# Midwest Field Trail Club



## Leitner Farm Labs (May 21, 2006)

The Qual results 1 Dog did the land set up and ran a water blind and won it #1 Riparian Wirlwind ...Scott Harp .....the Open was a long retried to right a middle retired and flyer was the go bird


----------



## AmiableLabs (Jan 14, 2003)

Leitner Farms said:


> The Qual results 1 Dog did the land set up and ran a water blind and won it #1 Riparian Wirlwind ...Scott Harp


An Eba son!

10 entered, 8 started, 2 scratched.


----------



## L Magee (May 12, 2005)

Congrats To Scott & the Garlands!!!!!! Any open callbacks???????


----------



## Boondux (Feb 10, 2006)

Wow! Congrats!


----------



## AmiableLabs (Jan 14, 2003)

L Magee said:


> Any open callbacks???????


To the water blind -- 3,9,12,14,15,18,23,27,28,29,31,32,36,41,46,48,50,51


----------



## Mark Sehon (Feb 10, 2003)

A two series Qual? Am I reading this post correctly?


----------



## S Thurby (Aug 23, 2006)

Mark,

There were three series. Land - Land Blind - Water. Only one dog called back to the third series - it was a one water blind. Only first place was given out. Way to go Scott!


DERBY:

#12 was a scratch. Every dog called back to the second series. 4 control breaks and 3 pinned the marks.

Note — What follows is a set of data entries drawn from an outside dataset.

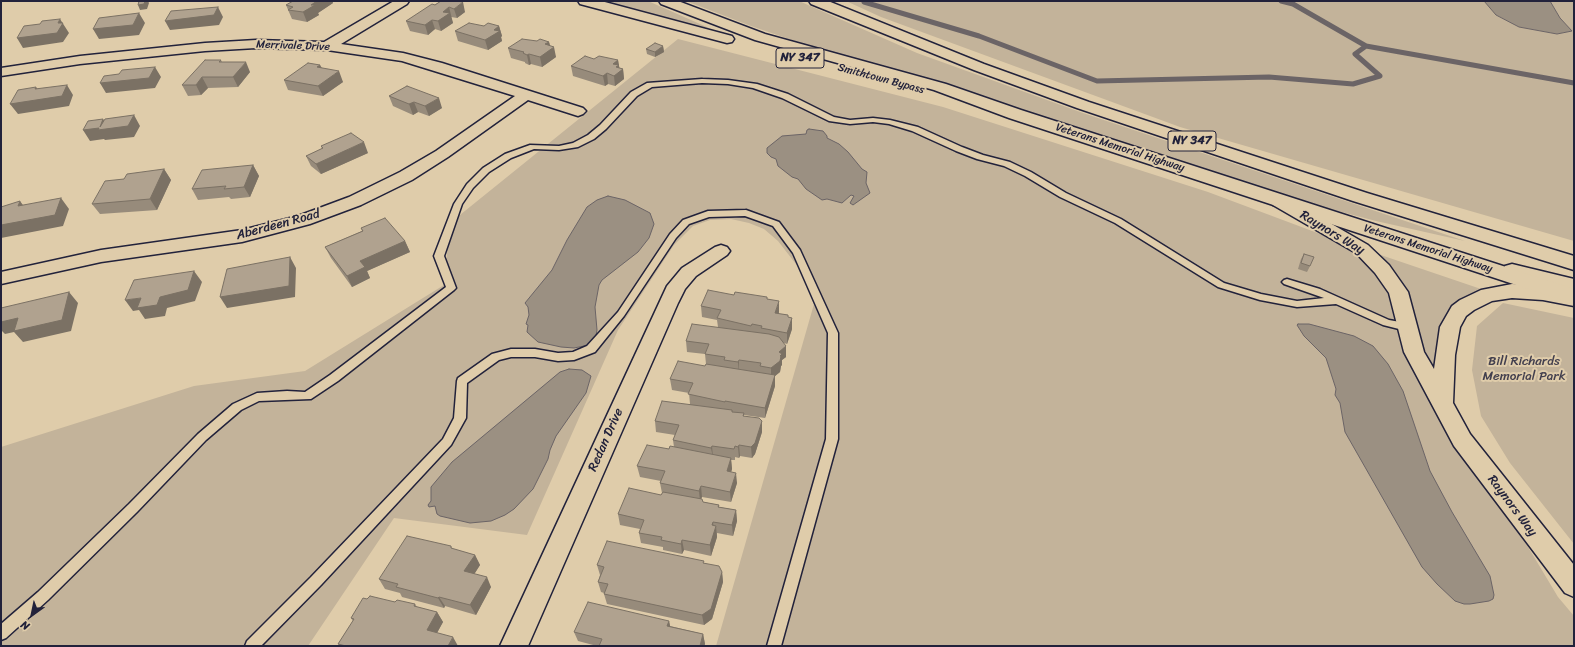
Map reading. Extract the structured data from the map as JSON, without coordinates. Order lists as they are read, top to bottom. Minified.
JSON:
{"streets":{"main road":["NY 347","Smithtown Bypass","Veterans Memorial Highway"],"street":["Merrivale Drive","Aberdeen Road","Raynors Way","Redan Drive"]},"crossings":[["Merrivale Drive","Aberdeen Road"],["Smithtown Bypass","Veterans Memorial Highway"],["Veterans Memorial Highway","Raynors Way"]],"parks":["Bill Richards Memorial Park"],"north":"bottom left"}
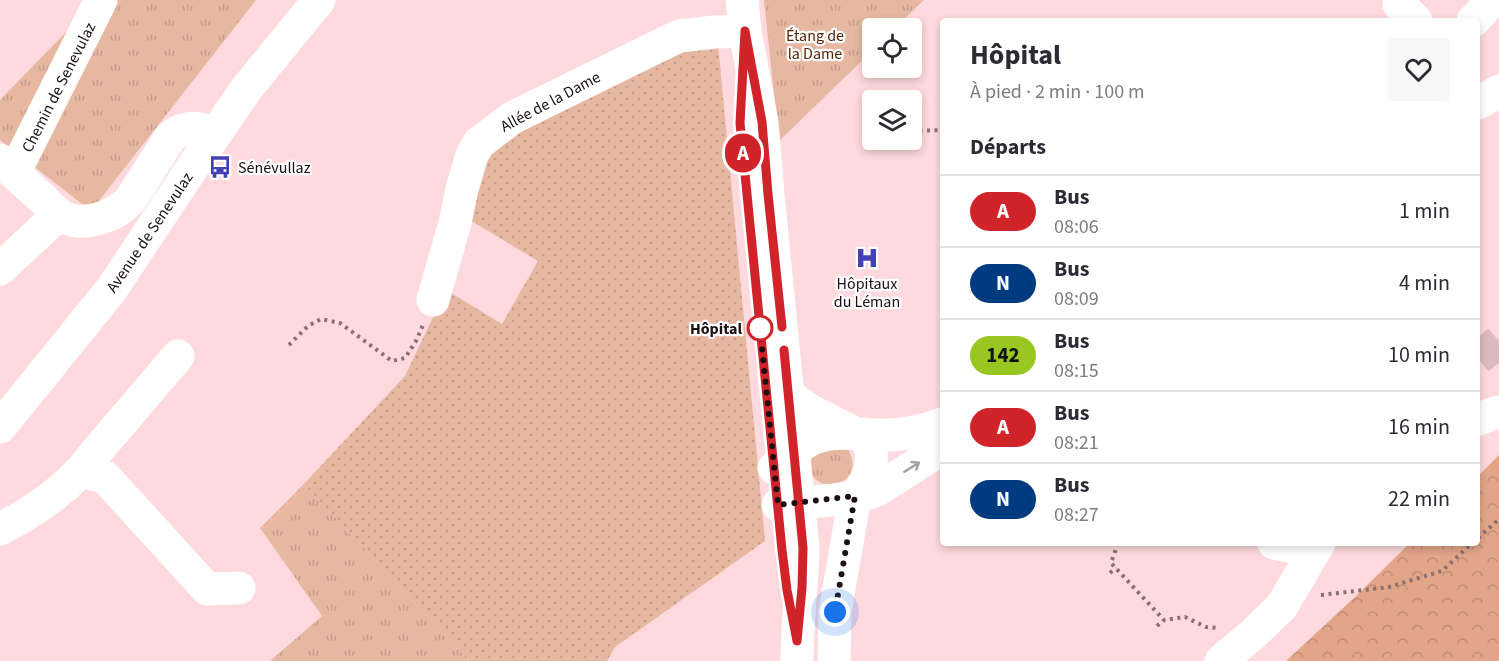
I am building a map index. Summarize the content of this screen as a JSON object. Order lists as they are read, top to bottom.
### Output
{
  "streets": {
    "main road": ["Chemin de Senevulaz", "Allée de la Dame", "Avenue de Senevulaz"]
  },
  "parks": ["Étang de la Dame"],
  "places": {
    "bus stop": ["Sénévullaz"],
    "hospital": ["Hôpitaux du Léman"],
    "other": ["Hôpital"]
  },
  "lines": ["bus line A"],
  "page": {
    "on_map": "A",
    "heading": [
      ["Hôpital", "À pied · 2 min · 100 m"],
      "Départs"
    ],
    "list": [
      {
        "mark": "A",
        "name": "Bus",
        "note": "08:06",
        "value": "1 min"
      },
      {
        "mark": "N",
        "name": "Bus",
        "note": "08:09",
        "value": "4 min"
      },
      {
        "mark": "142",
        "name": "Bus",
        "note": "08:15",
        "value": "10 min"
      },
      {
        "mark": "A",
        "name": "Bus",
        "note": "08:21",
        "value": "16 min"
      },
      {
        "mark": "N",
        "name": "Bus",
        "note": "08:27",
        "value": "22 min"
      }
    ]
  }
}
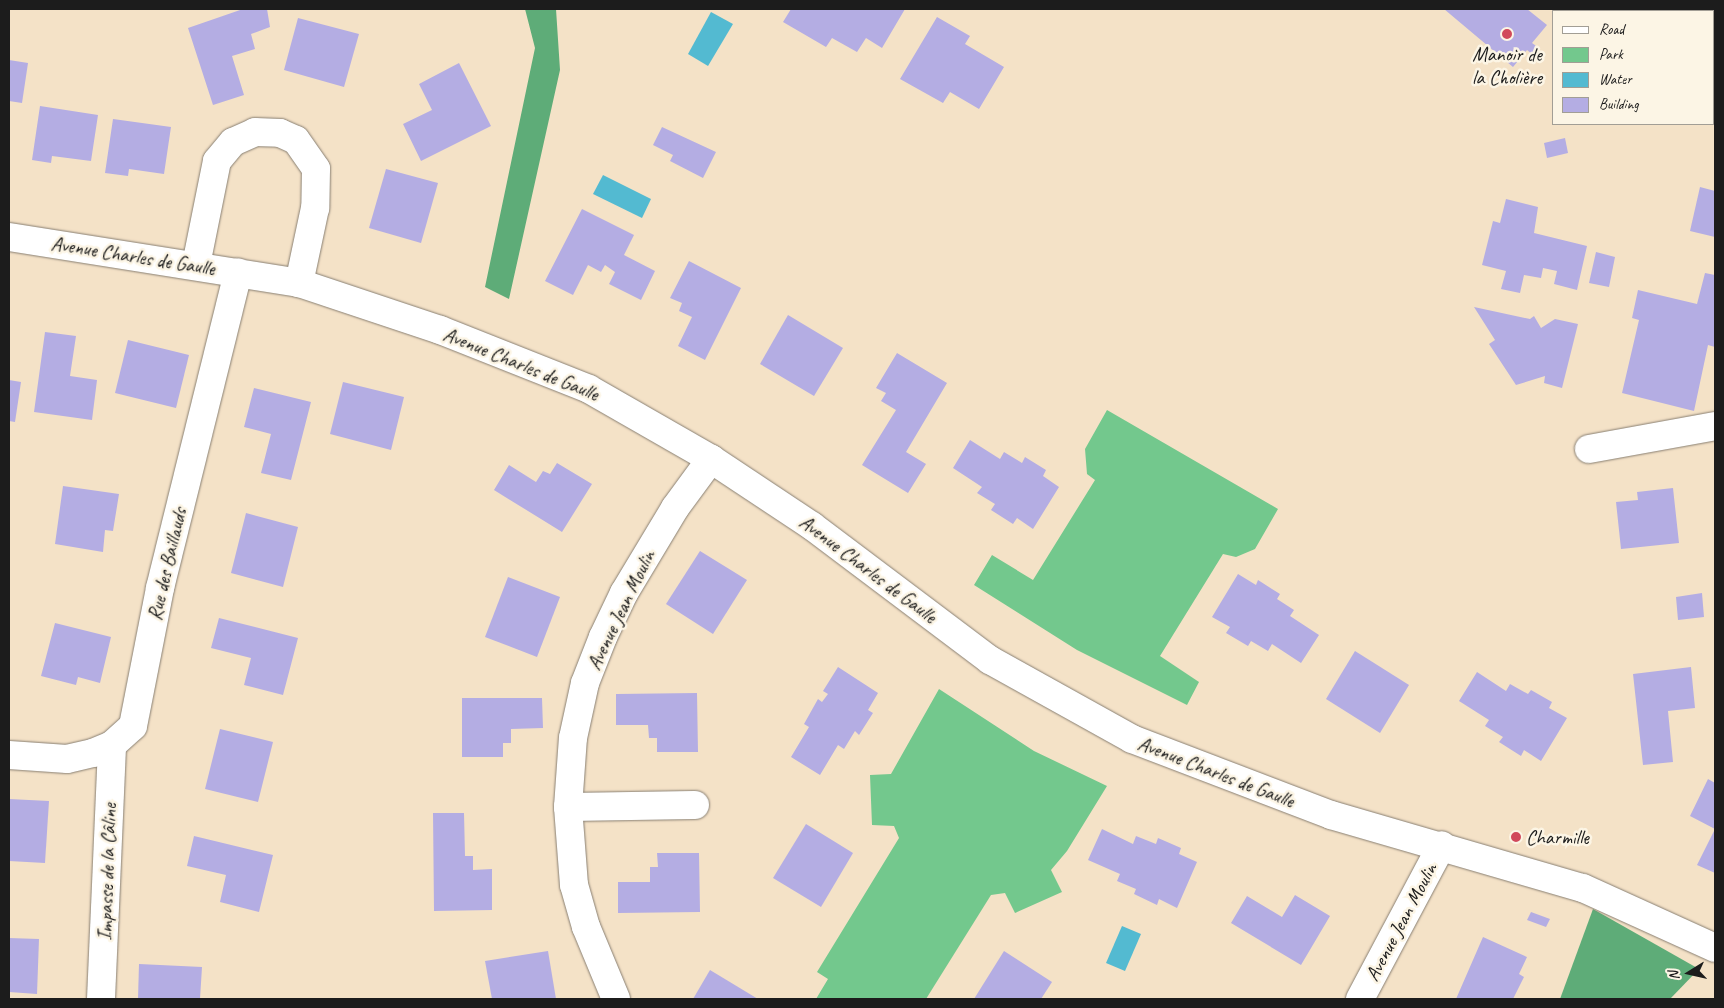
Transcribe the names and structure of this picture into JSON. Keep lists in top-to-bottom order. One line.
{"streets":{"street":["Avenue Charles de Gaulle","Rue des Baillauds","Avenue Jean Moulin","Impasse de la Câline"]},"crossings":[["Avenue Charles de Gaulle","Rue des Baillauds"],["Avenue Charles de Gaulle","Avenue Jean Moulin"],["Rue des Baillauds","Impasse de la Câline"]],"places":["Manoir de la Cholière","Charmille"],"legend":["Road","Park","Water","Building"],"north":"left"}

I will update after the second.

Shannon


----------



## S Thurby (Aug 23, 2006)

Open to the 4th (water):

3,12,14,15,18,23,27,28,31,32,41,50,51


----------



## K G (Feb 11, 2003)

S Thurby said:


> Mark,
> 
> There were three series. Land - Land Blind - Water. Only one dog called back to the third series - *it was a one mark water*. Only first place was given out.
> 
> Shannon


Does that mean a single was thrown as a water test in a qual?

kg


----------



## twall (Jun 5, 2006)

K G said:


> Does that mean a single was thrown as a water test in a qual?
> 
> kg


Single mark for the single dog called back maybe?

Tom


----------



## S Thurby (Aug 23, 2006)

Single water blind for the only dog called back.


----------



## S Thurby (Aug 23, 2006)

Derby Results:

1- #3 - BONES!!!! Handler Tim Thurby
2- #1 - Ammo
3- #4
4- #5
Jams- #6, #7, #9, #11
RJ - #10 - Jewel - Handler Scott Harp


I couldn't be any prouder of my baby boy Bones and my husband, Tim! Thanks Scott and Joe for all of your hard work!


----------



## Annette (Mar 21, 2004)

Congratulations Bill,Miki and Ammon on the Derby second.


----------



## Aaron Homburg (Sep 23, 2005)

*Way to go Tim!

Aaron*


----------



## L Magee (May 12, 2005)

Congrats Tim and Bones!!!!! Good news... Any open results??? Scott Harp won with Morgan.. Other placements??


----------



## S Thurby (Aug 23, 2006)

Lou,

Morgan was the only dog not to handle in the 4th. Full results tonight at Judge's dinner. I will post as soon as they call me.

Thanks Lou!

Shannon


----------



## AmiableLabs (Jan 14, 2003)

OPEN Results

1. Morgan - Cross (Harp)
2. Boo - Johnston
3. Duke - Magee (Harp)
4. Rebel - Worthington (Harp)
RJ. Diva - Thompston


----------



## Howard N (Jan 3, 2003)

*Tim, good going with Bones!!*

*Bill, good with Ammo. I think that's 50!*


----------



## AmiableLabs (Jan 14, 2003)

We have had a lot of rain and the dirt roads are not in the best of condition so I was not going to drive them if I didn't have to. Therefore I did not get back to see the fourth series of the Open, but I heard from multiple sources it was WICKED! Triple with one mark at 350+ yards all swimming, another at 400+ yards that was land-water-land-water.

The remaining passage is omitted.